The landmark health-and-climate measure devotes a record $370 billion to reduce climate pollution and advance green technologies. Drafters estimate it will eliminate 40% of U.S. greenhouse emissions from 2005 levels by 2030.

Democrats have already begun citing the law as a huge accomplishment in their campaigning, and polling before and after its enactment suggests that such messaging might work to their advantage, at least in some races.

The NBC survey, which began on Aug. 12 and ended on Aug. 16 (the day Biden signed the measure), found that 42% thought it was a good idea and 31% a bad idea.

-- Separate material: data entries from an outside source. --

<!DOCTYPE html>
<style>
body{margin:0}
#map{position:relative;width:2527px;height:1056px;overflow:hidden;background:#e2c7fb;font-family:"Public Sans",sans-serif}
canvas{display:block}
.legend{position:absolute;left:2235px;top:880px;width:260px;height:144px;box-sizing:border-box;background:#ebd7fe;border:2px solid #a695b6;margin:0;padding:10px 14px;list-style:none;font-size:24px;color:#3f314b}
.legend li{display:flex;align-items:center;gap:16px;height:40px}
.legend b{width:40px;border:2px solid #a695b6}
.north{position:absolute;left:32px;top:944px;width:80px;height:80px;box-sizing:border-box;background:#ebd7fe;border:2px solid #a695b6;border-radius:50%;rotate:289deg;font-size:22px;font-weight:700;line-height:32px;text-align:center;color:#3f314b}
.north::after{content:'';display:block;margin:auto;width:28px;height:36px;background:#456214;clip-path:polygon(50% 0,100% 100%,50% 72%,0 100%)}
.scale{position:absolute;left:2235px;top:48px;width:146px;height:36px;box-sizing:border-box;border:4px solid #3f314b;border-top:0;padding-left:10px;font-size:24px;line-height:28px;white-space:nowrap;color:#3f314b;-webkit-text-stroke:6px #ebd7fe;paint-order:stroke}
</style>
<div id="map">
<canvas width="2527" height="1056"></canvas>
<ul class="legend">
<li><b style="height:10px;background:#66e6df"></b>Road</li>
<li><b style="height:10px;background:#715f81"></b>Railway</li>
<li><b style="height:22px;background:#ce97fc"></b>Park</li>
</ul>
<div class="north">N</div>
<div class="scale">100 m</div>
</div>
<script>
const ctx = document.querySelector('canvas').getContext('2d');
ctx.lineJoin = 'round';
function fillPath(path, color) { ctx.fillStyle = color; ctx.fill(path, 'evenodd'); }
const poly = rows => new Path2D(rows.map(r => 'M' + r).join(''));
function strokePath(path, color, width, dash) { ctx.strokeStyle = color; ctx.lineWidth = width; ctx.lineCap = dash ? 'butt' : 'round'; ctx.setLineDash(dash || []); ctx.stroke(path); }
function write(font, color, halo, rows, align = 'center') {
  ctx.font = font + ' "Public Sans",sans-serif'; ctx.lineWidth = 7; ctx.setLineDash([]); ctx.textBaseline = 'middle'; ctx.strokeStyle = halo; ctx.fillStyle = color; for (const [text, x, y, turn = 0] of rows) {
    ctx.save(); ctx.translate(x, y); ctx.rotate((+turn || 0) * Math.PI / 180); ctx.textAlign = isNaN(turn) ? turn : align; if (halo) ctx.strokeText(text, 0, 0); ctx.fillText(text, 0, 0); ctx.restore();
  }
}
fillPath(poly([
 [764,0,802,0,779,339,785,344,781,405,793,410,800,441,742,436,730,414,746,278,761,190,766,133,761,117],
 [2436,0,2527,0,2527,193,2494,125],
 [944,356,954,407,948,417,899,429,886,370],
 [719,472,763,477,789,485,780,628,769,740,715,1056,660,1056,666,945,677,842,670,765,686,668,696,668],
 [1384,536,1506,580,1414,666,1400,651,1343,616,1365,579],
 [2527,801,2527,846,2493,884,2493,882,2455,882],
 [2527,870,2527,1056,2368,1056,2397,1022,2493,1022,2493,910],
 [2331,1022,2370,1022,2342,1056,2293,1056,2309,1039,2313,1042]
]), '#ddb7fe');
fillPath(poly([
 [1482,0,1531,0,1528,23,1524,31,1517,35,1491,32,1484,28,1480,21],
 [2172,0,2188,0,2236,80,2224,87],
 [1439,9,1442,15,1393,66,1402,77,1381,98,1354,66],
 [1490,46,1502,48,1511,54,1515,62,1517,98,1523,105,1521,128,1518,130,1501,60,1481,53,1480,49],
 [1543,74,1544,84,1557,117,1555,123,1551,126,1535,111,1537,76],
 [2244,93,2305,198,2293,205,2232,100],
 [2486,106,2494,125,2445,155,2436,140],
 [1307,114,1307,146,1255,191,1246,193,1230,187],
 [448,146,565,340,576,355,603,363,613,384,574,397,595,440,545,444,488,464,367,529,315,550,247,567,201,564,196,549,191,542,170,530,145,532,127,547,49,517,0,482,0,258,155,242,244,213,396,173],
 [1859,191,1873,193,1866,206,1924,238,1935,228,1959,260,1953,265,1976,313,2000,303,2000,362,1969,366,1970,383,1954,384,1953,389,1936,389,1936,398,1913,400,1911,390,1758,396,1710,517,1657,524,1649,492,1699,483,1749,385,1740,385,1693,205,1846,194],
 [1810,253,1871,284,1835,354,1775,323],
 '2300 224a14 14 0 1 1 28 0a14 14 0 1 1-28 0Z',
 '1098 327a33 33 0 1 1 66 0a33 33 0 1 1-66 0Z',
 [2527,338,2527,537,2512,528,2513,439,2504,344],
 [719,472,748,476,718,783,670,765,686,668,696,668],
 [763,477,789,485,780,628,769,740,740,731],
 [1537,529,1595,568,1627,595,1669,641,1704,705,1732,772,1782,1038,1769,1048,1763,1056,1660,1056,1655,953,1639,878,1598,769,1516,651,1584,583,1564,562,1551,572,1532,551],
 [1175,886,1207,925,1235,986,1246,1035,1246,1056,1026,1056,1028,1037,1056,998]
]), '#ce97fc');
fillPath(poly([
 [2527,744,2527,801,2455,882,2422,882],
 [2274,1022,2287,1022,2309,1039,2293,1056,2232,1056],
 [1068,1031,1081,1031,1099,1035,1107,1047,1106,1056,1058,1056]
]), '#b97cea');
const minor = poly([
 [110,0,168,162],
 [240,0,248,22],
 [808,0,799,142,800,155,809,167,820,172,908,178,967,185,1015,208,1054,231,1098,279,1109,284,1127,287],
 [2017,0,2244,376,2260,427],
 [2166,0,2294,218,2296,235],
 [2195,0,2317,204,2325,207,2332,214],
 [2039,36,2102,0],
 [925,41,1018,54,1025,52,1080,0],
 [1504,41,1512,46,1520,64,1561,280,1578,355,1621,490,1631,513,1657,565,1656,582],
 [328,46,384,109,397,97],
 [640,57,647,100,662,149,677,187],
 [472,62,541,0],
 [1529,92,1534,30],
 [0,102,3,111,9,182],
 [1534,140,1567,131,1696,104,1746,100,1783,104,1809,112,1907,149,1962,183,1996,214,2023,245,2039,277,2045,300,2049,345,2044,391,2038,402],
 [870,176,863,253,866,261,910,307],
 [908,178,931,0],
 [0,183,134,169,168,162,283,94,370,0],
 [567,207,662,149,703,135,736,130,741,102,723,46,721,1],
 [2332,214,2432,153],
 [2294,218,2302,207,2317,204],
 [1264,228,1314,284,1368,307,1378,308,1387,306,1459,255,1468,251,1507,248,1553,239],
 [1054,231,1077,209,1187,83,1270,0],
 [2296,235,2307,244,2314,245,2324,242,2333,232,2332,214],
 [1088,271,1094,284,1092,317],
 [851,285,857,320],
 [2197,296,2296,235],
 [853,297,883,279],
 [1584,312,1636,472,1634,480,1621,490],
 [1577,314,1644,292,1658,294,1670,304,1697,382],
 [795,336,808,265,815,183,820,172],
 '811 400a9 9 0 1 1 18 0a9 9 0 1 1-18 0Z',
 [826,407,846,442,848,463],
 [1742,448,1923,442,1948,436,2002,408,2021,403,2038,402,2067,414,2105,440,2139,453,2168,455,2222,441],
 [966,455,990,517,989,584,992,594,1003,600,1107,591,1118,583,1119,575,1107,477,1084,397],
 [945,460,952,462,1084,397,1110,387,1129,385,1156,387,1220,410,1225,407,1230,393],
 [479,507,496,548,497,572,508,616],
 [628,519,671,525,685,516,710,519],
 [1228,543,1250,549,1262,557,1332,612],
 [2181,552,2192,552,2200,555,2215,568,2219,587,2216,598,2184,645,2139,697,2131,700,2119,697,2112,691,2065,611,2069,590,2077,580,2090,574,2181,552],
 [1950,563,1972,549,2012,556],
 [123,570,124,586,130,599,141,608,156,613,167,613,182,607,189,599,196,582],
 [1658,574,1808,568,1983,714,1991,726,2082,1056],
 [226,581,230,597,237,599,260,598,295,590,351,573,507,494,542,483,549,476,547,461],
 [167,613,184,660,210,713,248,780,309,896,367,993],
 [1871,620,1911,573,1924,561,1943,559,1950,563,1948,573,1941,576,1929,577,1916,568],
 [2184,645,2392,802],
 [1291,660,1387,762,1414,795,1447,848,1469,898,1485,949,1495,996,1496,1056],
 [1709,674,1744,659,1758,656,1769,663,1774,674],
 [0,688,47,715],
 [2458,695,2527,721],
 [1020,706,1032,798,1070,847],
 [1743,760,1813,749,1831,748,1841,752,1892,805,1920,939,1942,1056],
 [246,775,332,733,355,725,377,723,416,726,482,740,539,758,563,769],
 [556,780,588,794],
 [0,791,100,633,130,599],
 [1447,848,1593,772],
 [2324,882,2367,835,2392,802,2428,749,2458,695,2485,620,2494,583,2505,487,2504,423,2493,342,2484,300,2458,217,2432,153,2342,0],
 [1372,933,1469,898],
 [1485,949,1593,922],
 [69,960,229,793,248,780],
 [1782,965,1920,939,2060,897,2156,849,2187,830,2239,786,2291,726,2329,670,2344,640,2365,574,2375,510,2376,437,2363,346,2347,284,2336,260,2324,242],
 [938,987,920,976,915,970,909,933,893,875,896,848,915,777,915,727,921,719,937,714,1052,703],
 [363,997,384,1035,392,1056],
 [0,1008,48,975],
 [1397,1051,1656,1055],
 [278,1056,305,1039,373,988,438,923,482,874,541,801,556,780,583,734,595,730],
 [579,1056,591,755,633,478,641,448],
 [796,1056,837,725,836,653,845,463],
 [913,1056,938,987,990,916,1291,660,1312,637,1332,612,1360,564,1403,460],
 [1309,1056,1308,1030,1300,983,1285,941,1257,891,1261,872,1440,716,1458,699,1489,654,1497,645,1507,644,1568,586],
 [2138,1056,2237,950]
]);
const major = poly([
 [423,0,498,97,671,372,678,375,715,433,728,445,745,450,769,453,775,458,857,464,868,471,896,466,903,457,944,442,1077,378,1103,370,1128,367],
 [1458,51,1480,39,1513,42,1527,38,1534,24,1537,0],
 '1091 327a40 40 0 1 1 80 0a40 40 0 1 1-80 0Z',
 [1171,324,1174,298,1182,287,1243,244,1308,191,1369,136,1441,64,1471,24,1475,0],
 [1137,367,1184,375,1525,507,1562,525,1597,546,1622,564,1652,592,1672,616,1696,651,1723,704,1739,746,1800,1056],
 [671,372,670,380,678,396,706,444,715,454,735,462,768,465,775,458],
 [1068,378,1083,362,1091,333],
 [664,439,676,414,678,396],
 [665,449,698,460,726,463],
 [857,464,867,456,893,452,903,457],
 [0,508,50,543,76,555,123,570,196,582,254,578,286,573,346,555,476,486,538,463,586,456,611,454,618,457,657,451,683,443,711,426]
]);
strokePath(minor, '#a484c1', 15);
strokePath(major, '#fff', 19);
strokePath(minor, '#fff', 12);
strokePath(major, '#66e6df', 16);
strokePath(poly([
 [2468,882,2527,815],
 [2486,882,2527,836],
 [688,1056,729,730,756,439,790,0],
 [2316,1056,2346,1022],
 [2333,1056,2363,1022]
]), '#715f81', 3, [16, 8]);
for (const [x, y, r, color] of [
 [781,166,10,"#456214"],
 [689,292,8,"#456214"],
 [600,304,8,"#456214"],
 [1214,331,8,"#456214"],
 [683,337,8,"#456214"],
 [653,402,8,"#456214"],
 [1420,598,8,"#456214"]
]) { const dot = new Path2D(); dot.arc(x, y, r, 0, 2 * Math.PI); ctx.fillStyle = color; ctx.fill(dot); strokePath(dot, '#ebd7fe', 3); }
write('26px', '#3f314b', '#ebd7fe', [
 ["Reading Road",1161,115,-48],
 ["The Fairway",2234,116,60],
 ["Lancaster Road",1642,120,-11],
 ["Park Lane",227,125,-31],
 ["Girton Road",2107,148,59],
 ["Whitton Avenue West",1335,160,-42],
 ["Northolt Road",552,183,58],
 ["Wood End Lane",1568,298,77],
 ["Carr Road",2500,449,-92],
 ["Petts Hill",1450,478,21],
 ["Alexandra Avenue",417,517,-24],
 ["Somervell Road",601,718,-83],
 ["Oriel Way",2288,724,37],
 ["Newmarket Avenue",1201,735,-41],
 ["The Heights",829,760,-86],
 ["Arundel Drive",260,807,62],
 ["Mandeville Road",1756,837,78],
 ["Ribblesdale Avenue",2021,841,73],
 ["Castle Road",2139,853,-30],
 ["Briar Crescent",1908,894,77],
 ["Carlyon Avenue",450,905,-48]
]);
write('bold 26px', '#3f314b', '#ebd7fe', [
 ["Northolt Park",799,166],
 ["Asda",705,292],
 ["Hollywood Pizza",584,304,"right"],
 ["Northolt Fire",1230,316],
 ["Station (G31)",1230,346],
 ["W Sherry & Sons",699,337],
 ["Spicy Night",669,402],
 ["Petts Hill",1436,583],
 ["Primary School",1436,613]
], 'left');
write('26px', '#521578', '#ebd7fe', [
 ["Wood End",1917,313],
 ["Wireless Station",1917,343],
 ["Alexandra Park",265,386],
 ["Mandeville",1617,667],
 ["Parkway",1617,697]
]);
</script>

The progressive think tank and polling firm Data for Progress measured greater support in a survey of likely voters on Aug. 1-2. That poll found that 95% of Democrats, 73% of independents and third party individuals, and 52% of Republicans either “strongly” or “somewhat” supported the act.

Besides its more contentious climate sections, the law includes some provisions that have previously drawn strong polling support across all party affiliations, such as one that will for the first time enable government negotiation of Medicare drug prices with pharmaceutical companies to lower them substantially.

Polling suggests that Democrats may find opportunities to cite the Inflation Reduction Act as a major accomplishment in efforts to energize traditionally Democratic-leaning minority voters.

The UH poll of likely voters in Texas found a wide difference among racial and ethnic groups on climate – 75% of Black respondents, 59% of Hispanics and 39% of whites said climate change was an “extremely” or “very” important issue for them.

Such a difference was also discerned in a national poll by the Associated Press and NORC Center for Public Affairs from June 23-27. It found a dip since 2019 in the percentage of Americans who are “extremely” or “very” concerned about the impact of climate change on them personally. Three years ago 44% had expressed that concern, compared to 35% this year.

The finding about personal impact was not demographically uniform, however.

The AP noted: “Black and Hispanic Americans, women and Democrats are especially likely to be strongly concerned about the impact of climate change on them personally and about how their personal choices affect the climate.”

For Black Americans in particular, who historically have comprised the most loyal segment of Democrats’ electoral base, a recent study of geographic differences in extreme heat across the country suggests a strong reason for their greater climate concern.

The property-level study, conducted by the First Street Foundation research organization and released in August, measured different locations’ experiences with extreme heat using heat-index readings that combine temperature and humidity.

A Washington Post analysis of the study’s property-based data found that “today’s climate conditions have caused an estimated 46% of Americans to endure at least three consecutive days of 100-plus degree heat, on average, each year.” The number for Black Americans, the Post concluded, is 64%.


Bill Dawson is the founder and editor of Texas Climate News.